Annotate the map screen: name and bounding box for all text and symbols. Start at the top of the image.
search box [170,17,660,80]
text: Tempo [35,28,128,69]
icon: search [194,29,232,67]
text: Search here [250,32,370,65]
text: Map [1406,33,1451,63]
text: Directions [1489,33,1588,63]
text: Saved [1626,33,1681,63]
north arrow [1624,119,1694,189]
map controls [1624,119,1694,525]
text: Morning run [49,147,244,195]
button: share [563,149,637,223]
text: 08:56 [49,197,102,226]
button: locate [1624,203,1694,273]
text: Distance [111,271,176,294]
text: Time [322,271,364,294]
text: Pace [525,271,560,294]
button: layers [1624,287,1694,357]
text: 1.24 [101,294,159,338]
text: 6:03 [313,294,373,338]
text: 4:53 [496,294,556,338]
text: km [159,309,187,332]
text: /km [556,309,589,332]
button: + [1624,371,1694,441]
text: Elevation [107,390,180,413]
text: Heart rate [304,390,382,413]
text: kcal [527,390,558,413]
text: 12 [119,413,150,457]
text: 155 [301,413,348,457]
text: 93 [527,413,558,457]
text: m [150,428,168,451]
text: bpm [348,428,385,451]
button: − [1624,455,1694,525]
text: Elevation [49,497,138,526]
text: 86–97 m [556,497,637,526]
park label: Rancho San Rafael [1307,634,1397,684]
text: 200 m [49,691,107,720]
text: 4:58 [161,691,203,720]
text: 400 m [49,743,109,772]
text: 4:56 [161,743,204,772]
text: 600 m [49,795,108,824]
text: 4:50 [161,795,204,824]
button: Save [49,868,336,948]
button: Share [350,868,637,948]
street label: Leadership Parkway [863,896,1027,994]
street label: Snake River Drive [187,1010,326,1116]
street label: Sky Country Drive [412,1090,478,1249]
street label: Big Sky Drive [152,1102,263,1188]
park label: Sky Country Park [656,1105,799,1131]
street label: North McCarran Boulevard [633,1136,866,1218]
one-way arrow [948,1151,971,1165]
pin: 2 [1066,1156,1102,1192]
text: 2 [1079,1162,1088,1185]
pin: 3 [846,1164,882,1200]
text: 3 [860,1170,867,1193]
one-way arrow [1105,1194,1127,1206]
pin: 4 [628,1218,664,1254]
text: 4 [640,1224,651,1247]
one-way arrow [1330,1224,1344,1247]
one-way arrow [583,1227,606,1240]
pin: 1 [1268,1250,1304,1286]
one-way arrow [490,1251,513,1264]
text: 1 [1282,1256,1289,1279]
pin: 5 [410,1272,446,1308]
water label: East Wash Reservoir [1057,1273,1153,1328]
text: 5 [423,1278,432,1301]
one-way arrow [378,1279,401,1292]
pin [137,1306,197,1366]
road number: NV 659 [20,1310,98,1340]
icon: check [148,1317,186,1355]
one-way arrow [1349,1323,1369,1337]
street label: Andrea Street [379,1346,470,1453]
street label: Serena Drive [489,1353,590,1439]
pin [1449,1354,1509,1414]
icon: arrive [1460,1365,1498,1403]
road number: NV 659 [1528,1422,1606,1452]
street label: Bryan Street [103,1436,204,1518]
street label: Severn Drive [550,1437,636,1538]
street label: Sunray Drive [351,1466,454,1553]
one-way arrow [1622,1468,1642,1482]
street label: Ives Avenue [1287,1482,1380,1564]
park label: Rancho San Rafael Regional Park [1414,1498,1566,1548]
══════════
■ **Problem**
Report every line of the data in which "Rancho" appears.

■ **Written solution**
park label: Rancho San Rafael [1307,634,1397,684]
park label: Rancho San Rafael Regional Park [1414,1498,1566,1548]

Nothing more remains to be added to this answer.